START Excerpted data

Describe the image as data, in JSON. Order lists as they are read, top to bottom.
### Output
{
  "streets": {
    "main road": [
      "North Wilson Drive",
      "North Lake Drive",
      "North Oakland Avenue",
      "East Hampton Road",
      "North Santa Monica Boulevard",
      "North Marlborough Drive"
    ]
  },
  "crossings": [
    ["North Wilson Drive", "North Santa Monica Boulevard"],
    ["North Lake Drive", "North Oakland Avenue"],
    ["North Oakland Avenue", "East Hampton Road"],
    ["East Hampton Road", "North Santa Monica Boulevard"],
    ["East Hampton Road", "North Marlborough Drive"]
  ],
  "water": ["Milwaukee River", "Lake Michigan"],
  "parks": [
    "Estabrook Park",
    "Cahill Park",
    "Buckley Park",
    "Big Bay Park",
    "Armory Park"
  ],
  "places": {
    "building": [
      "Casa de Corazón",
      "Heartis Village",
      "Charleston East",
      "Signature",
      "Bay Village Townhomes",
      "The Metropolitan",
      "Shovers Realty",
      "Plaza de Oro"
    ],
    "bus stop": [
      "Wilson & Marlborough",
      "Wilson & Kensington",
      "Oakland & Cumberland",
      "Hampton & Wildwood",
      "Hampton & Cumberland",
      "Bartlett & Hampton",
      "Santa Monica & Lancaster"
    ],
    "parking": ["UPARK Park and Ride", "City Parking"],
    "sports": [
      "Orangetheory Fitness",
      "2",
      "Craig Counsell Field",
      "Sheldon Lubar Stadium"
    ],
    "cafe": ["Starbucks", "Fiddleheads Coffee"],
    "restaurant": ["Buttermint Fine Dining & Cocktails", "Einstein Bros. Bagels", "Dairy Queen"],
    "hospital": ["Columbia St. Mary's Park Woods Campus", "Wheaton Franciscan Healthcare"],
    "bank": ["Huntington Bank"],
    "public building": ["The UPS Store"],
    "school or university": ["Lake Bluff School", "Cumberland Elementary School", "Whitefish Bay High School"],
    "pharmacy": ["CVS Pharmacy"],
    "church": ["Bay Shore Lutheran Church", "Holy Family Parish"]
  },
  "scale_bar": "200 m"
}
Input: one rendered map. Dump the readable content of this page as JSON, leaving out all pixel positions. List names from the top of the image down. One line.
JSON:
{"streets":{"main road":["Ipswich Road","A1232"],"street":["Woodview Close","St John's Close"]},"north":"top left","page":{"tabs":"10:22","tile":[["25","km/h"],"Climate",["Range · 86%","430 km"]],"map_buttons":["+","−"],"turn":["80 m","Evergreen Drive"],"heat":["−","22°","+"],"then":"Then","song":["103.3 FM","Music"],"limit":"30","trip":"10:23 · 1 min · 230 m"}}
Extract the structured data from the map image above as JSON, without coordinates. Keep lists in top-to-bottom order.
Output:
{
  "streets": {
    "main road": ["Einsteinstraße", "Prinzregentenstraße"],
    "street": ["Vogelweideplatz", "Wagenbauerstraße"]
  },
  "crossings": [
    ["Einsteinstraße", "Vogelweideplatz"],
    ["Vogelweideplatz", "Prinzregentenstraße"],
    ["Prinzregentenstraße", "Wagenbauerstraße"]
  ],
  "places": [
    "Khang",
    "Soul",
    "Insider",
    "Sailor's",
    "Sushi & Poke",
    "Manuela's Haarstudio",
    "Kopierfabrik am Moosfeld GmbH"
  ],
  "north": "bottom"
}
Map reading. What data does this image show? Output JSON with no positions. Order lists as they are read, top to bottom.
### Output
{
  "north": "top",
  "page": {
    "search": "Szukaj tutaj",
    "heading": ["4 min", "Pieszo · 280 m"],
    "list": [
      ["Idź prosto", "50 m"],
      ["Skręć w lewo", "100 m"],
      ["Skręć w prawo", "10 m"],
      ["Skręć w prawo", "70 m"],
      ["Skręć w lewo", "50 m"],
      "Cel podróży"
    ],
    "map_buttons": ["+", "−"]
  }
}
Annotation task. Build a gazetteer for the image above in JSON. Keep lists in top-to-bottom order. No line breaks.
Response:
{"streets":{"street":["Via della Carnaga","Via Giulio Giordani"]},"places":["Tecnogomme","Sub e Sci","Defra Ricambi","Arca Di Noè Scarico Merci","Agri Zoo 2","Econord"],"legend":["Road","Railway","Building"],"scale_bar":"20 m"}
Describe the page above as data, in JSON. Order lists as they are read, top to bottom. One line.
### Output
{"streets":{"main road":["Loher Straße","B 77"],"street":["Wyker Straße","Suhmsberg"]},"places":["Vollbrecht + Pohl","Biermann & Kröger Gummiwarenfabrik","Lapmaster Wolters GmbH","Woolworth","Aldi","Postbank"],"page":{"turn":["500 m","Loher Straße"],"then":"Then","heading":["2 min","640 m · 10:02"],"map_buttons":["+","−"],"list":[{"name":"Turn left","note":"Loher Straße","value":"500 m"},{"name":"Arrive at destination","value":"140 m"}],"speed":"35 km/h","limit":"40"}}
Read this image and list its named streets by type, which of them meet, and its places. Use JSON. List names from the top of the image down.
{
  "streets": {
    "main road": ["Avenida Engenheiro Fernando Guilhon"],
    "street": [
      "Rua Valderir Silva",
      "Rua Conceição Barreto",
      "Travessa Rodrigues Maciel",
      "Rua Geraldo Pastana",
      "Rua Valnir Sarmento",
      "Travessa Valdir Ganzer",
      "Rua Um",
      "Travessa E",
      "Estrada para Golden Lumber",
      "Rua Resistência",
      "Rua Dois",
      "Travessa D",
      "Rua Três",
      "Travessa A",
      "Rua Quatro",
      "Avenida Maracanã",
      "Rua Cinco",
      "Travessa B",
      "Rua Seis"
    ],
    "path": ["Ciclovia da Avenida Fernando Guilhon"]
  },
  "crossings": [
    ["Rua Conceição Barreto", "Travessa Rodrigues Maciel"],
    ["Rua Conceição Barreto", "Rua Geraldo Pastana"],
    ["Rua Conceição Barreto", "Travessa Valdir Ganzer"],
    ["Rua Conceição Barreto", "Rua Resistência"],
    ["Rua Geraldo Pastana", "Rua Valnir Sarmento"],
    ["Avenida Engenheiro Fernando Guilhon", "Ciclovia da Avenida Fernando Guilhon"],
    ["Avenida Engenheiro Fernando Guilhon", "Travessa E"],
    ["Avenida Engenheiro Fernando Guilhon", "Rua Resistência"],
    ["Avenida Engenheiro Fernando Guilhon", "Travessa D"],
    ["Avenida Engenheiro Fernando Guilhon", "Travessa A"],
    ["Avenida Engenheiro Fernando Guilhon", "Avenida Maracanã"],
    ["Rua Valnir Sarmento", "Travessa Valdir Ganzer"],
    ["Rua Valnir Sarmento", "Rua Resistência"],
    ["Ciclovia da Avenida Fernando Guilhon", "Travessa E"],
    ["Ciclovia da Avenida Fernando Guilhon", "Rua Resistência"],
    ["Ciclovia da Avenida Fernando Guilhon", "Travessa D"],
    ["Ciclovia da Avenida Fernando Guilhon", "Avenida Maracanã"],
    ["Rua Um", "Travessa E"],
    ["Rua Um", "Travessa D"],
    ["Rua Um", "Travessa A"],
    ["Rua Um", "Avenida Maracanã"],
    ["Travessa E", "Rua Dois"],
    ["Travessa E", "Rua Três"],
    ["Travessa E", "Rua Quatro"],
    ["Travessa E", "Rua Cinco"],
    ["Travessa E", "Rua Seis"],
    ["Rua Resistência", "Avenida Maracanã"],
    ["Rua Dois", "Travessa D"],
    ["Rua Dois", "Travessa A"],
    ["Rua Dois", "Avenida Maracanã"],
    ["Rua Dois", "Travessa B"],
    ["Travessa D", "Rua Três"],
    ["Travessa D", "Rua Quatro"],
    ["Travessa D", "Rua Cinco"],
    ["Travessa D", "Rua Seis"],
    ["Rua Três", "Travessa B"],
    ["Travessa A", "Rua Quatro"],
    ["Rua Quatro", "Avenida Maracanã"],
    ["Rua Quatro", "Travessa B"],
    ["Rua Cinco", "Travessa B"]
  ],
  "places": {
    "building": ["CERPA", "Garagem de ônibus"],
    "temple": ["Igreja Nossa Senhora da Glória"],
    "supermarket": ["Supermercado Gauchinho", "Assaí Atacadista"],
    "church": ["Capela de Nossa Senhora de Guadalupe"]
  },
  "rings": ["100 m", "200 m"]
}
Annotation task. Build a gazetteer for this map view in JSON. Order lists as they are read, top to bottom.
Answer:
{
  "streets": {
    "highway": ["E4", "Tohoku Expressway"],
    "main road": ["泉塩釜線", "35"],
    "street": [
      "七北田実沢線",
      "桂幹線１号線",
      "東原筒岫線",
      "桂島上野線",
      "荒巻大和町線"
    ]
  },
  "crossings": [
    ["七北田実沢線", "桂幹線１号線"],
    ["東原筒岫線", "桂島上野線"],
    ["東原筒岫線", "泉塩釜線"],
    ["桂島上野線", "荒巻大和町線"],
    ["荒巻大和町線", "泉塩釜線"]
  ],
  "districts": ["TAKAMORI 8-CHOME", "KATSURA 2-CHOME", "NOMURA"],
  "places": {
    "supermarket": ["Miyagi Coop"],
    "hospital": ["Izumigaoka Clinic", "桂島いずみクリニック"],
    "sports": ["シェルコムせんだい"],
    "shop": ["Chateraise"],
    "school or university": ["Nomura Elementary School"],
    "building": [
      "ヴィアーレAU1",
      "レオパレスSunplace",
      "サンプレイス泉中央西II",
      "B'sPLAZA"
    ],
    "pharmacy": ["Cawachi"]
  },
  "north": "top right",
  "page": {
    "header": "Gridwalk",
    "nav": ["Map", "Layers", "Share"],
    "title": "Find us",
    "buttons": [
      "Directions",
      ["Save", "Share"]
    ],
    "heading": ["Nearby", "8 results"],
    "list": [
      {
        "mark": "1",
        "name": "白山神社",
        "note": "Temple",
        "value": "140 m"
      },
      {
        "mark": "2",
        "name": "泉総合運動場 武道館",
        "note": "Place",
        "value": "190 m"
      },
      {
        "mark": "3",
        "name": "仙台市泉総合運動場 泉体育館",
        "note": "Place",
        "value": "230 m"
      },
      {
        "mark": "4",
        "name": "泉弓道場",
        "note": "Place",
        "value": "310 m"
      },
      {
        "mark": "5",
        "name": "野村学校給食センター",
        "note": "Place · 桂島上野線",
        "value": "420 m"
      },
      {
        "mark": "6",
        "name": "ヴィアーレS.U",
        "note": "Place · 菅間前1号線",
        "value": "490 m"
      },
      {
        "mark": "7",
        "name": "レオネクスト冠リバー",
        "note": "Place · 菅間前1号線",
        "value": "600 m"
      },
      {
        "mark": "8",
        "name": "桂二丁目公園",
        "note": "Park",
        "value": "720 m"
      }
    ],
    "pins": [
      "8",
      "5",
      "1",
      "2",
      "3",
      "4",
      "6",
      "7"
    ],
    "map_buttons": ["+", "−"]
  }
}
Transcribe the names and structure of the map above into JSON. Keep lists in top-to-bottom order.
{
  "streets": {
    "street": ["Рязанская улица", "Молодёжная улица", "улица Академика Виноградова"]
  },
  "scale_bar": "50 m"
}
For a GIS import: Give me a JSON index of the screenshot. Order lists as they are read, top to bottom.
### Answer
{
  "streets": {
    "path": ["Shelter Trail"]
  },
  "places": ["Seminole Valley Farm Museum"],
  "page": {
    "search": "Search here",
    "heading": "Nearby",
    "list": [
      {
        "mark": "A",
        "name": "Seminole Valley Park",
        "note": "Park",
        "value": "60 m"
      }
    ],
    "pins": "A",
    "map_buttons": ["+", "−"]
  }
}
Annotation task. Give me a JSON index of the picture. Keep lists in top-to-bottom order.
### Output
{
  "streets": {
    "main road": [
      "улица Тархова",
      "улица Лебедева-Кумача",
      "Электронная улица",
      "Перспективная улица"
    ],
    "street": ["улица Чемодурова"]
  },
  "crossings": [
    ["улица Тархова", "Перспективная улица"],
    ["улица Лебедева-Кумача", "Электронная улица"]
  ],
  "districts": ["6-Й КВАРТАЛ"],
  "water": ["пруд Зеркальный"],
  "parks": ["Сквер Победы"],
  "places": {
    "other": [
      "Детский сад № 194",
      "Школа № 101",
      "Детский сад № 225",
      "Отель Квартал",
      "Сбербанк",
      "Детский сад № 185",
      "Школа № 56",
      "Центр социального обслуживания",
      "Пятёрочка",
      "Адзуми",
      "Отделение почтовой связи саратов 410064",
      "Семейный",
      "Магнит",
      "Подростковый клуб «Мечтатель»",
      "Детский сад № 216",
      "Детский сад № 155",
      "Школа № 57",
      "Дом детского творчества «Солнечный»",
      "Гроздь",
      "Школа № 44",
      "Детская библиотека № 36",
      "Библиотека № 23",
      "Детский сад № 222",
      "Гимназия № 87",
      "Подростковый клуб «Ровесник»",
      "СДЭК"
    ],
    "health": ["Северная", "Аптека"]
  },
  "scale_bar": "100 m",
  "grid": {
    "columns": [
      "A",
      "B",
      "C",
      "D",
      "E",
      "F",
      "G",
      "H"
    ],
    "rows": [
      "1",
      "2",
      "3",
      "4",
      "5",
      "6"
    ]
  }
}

END Excerpted data

Using the entries above, return each line in which the word "Senhora" occurs.

[Task result]:
    "temple": ["Igreja Nossa Senhora da Glória"],
    "church": ["Capela de Nossa Senhora de Guadalupe"]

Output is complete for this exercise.